┌──
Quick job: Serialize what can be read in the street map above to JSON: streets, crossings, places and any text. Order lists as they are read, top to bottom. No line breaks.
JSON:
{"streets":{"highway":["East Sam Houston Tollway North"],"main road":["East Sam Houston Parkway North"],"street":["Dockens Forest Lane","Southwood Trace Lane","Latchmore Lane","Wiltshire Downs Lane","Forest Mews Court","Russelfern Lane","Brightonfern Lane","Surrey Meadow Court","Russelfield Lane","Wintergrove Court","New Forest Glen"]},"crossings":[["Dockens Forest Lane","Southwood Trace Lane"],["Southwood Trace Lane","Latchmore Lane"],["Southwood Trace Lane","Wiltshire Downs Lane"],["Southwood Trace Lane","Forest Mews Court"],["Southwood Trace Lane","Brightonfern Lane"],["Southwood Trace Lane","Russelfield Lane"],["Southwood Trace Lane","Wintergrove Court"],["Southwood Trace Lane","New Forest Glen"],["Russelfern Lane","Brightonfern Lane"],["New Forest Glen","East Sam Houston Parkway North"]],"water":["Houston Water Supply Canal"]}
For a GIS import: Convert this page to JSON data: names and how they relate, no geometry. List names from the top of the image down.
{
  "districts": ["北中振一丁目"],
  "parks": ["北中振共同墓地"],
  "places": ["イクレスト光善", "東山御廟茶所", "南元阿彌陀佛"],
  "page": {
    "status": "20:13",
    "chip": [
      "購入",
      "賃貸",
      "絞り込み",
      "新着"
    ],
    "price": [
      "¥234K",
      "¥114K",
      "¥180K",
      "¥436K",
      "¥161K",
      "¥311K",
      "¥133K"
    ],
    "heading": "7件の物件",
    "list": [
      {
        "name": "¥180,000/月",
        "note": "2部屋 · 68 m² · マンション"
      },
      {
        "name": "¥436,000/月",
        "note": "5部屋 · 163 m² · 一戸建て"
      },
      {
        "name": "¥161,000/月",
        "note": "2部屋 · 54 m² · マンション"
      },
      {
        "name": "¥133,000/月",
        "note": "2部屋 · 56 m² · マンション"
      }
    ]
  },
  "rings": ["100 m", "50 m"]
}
└──
_EXERCISE AIM_
Word for word, transcribe the complete listing.

_WRITTEN RESPONSE_
Quick job: Serialize what can be read in the street map above to JSON: streets, crossings, places and any text. Order lists as they are read, top to bottom. No line breaks.
JSON:
{"streets":{"highway":["East Sam Houston Tollway North"],"main road":["East Sam Houston Parkway North"],"street":["Dockens Forest Lane","Southwood Trace Lane","Latchmore Lane","Wiltshire Downs Lane","Forest Mews Court","Russelfern Lane","Brightonfern Lane","Surrey Meadow Court","Russelfield Lane","Wintergrove Court","New Forest Glen"]},"crossings":[["Dockens Forest Lane","Southwood Trace Lane"],["Southwood Trace Lane","Latchmore Lane"],["Southwood Trace Lane","Wiltshire Downs Lane"],["Southwood Trace Lane","Forest Mews Court"],["Southwood Trace Lane","Brightonfern Lane"],["Southwood Trace Lane","Russelfield Lane"],["Southwood Trace Lane","Wintergrove Court"],["Southwood Trace Lane","New Forest Glen"],["Russelfern Lane","Brightonfern Lane"],["New Forest Glen","East Sam Houston Parkway North"]],"water":["Houston Water Supply Canal"]}
For a GIS import: Convert this page to JSON data: names and how they relate, no geometry. List names from the top of the image down.
{
  "districts": ["北中振一丁目"],
  "parks": ["北中振共同墓地"],
  "places": ["イクレスト光善", "東山御廟茶所", "南元阿彌陀佛"],
  "page": {
    "status": "20:13",
    "chip": [
      "購入",
      "賃貸",
      "絞り込み",
      "新着"
    ],
    "price": [
      "¥234K",
      "¥114K",
      "¥180K",
      "¥436K",
      "¥161K",
      "¥311K",
      "¥133K"
    ],
    "heading": "7件の物件",
    "list": [
      {
        "name": "¥180,000/月",
        "note": "2部屋 · 68 m² · マンション"
      },
      {
        "name": "¥436,000/月",
        "note": "5部屋 · 163 m² · 一戸建て"
      },
      {
        "name": "¥161,000/月",
        "note": "2部屋 · 54 m² · マンション"
      },
      {
        "name": "¥133,000/月",
        "note": "2部屋 · 56 m² · マンション"
      }
    ]
  },
  "rings": ["100 m", "50 m"]
}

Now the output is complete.